One Step at a Time: Pros and Cons of Multi-Step Meta-Gradient Reinforcement Learning

TL;DR

This paper investigates the use of multi-step meta-gradient reinforcement learning, revealing increased variance issues and proposing a mixing method that balances bias and variance, improving stability and performance.

Contribution

It introduces a novel mixing meta-gradient method that reduces variance and enhances robustness in multi-step meta-gradient reinforcement learning.

Findings

Multi-step meta-gradients increase learning signal but also variance.

The mixing method reduces variance by a factor of 3.
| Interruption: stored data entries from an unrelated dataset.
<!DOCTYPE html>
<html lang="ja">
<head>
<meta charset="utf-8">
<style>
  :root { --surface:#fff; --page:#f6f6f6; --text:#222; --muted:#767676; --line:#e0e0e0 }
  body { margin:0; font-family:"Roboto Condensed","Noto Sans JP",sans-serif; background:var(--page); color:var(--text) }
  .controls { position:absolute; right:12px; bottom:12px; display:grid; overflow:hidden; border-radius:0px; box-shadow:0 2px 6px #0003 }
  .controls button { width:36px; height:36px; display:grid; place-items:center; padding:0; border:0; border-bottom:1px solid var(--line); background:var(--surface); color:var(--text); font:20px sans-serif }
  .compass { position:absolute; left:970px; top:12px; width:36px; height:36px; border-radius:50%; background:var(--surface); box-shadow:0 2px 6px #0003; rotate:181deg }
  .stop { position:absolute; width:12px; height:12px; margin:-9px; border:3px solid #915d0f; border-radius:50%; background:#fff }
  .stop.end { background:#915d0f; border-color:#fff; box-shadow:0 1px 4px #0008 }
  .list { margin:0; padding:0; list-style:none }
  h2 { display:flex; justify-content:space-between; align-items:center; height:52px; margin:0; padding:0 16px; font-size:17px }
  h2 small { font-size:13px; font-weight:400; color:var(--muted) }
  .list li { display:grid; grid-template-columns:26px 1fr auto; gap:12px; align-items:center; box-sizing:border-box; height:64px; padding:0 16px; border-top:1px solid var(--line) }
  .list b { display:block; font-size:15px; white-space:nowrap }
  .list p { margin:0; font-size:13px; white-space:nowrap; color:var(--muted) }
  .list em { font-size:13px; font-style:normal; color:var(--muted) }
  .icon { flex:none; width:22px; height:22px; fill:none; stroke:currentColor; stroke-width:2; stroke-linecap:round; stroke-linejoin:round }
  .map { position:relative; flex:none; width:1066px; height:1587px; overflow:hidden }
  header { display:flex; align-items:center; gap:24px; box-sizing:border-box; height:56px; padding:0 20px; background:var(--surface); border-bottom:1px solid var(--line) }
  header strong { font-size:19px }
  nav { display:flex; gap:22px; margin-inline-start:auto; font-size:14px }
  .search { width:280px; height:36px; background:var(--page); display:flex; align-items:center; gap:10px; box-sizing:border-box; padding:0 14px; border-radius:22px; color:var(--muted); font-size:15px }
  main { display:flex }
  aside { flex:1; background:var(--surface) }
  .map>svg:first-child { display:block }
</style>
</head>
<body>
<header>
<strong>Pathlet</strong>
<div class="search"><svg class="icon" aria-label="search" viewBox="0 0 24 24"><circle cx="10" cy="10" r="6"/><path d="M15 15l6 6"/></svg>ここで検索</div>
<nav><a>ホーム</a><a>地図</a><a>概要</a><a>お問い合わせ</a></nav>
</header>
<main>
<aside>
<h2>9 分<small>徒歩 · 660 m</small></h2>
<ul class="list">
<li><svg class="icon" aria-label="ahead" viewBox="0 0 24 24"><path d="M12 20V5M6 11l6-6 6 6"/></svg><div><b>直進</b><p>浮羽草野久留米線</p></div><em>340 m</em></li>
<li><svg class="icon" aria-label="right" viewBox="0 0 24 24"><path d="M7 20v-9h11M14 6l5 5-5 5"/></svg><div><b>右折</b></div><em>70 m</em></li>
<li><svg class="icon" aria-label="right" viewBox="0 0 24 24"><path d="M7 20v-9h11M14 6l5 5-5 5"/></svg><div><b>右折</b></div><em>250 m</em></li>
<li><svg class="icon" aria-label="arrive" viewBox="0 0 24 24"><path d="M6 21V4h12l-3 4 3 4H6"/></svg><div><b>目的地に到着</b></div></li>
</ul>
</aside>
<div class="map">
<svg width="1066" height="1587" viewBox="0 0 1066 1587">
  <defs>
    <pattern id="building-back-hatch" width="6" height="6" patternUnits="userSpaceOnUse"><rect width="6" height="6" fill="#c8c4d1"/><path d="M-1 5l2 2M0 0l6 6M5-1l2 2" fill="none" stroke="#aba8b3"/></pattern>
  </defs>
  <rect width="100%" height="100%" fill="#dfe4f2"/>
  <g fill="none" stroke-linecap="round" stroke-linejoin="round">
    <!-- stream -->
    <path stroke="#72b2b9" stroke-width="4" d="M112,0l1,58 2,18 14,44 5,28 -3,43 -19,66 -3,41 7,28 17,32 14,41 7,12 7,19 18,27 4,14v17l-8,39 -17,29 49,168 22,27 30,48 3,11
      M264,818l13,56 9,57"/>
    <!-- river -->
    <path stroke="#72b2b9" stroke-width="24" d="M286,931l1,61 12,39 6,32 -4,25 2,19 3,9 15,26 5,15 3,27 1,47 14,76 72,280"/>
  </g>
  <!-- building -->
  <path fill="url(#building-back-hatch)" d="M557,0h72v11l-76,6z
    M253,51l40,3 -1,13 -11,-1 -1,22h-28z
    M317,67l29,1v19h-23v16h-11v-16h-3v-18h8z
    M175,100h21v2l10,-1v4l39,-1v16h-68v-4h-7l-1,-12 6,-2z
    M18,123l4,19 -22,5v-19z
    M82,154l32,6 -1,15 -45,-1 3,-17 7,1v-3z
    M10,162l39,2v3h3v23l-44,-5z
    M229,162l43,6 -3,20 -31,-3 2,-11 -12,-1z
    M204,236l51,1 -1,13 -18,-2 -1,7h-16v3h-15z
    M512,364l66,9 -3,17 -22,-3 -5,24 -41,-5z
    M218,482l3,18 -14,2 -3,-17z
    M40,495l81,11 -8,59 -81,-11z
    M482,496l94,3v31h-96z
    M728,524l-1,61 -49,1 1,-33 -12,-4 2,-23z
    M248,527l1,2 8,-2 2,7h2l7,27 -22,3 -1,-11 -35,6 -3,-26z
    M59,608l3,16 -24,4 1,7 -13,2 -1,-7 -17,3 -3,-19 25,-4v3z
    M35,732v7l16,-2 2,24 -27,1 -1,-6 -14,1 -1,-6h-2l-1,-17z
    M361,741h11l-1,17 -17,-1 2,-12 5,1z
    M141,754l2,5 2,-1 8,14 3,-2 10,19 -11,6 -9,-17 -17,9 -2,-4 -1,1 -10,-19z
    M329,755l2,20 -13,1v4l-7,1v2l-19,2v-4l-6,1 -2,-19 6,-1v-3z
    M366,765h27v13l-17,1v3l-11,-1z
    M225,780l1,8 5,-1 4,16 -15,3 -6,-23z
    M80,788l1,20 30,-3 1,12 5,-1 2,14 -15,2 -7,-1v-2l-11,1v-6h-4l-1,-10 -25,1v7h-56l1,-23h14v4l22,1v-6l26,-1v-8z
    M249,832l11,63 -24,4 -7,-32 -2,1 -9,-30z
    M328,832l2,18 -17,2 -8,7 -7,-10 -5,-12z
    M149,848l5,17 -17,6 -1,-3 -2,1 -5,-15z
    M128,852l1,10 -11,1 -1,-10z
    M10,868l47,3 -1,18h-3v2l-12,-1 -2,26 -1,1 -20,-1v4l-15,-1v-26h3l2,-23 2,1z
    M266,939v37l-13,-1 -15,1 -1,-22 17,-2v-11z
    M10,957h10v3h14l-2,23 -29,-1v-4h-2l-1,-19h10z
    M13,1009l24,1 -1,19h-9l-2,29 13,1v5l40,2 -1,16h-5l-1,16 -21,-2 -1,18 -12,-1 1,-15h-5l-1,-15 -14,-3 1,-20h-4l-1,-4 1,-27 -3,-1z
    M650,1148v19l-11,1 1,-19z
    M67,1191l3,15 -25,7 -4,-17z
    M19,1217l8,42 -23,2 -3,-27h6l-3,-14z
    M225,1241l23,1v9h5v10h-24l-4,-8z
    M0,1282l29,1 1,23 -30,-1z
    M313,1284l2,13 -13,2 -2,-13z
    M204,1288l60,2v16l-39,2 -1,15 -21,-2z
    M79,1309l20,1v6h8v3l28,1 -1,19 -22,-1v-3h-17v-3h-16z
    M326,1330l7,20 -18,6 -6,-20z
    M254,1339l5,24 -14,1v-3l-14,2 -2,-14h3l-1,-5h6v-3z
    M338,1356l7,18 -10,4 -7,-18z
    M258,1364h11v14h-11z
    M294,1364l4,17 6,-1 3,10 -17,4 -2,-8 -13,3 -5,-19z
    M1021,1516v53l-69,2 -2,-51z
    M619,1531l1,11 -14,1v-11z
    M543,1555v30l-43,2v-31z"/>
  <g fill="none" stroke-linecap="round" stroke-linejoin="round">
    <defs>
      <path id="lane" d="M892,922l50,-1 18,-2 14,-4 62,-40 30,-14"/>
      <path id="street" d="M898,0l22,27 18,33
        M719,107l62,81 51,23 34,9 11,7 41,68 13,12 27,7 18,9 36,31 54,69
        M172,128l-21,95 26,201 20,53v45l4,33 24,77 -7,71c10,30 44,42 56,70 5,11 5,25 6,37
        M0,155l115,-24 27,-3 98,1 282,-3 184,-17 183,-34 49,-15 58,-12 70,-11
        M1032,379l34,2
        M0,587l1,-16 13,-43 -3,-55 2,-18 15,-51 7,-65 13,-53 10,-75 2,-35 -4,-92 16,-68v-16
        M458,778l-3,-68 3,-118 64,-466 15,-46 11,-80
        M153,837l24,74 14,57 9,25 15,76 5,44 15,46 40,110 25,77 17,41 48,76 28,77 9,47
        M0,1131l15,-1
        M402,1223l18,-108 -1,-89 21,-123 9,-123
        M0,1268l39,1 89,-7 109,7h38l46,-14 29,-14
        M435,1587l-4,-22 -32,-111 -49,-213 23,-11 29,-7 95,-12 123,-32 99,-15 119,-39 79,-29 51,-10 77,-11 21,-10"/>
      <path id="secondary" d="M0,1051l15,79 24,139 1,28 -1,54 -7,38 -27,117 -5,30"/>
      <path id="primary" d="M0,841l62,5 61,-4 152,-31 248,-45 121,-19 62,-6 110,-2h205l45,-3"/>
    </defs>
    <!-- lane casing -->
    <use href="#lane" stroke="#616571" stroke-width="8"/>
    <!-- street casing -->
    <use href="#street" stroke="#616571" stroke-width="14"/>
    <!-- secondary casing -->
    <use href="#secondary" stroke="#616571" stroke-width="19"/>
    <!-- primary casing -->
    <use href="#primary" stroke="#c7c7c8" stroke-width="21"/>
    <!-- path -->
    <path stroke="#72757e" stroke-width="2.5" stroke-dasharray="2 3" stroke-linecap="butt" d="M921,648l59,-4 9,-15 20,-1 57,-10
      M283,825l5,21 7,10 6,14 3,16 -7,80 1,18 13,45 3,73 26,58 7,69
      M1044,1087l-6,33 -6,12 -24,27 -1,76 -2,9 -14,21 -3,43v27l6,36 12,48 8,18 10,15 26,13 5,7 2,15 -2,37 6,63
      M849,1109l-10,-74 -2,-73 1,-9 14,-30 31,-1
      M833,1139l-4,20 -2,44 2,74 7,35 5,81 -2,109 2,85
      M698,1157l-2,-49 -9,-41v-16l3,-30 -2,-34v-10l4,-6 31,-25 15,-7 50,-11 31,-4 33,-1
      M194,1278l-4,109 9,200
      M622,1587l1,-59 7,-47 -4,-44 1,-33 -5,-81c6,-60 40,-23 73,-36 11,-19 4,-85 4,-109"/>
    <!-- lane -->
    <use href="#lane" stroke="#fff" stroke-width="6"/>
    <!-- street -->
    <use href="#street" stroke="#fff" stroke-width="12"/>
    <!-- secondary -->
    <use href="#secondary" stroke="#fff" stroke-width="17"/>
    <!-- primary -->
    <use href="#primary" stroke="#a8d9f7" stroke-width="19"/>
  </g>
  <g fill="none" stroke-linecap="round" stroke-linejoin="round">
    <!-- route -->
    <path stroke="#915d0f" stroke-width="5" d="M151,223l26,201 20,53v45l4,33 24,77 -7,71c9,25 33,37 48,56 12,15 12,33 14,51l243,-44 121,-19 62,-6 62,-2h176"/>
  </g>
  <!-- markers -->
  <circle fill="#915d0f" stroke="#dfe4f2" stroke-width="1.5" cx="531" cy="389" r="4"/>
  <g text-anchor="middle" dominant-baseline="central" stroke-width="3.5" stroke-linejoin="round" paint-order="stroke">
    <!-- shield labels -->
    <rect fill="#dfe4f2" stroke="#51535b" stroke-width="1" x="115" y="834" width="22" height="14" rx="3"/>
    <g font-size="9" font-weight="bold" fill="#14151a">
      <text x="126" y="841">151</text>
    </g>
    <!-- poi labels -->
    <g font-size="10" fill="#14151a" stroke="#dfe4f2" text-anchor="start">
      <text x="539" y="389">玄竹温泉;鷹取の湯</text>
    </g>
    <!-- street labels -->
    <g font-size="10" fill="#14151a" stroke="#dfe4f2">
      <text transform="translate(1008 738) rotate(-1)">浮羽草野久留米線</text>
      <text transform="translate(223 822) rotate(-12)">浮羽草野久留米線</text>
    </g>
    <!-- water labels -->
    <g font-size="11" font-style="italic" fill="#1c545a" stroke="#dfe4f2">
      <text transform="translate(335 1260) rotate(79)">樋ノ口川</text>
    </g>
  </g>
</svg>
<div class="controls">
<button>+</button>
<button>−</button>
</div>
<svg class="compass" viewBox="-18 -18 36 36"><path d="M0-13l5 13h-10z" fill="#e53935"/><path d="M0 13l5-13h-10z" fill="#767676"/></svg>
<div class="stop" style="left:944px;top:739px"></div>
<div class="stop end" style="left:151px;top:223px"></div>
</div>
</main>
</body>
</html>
The proposed approach achieves comparable or better performance on the Snake game.

Abstract

Self-tuning algorithms that adapt the learning process online encourage more effective and robust learning. Among all the methods available, meta-gradients have emerged as a promising approach. They leverage the differentiability of the learning rule with respect to some hyper-parameters to adapt them in an online fashion. Although meta-gradients can be accumulated over multiple learning steps to avoid myopic updates, this is rarely used in practice. In this work, we demonstrate that whilst multi-step meta-gradients do provide a better learning signal in expectation, this comes at the cost of a significant increase in variance, hindering performance. In the light of this analysis, we introduce a novel method mixing multiple inner steps that enjoys a more accurate and robust meta-gradient signal, essentially trading off bias and variance in meta-gradient estimation. When applied to the Snake game, the mixing meta-gradient algorithm can cut the variance by a factor of 3 while achieving similar or higher performance.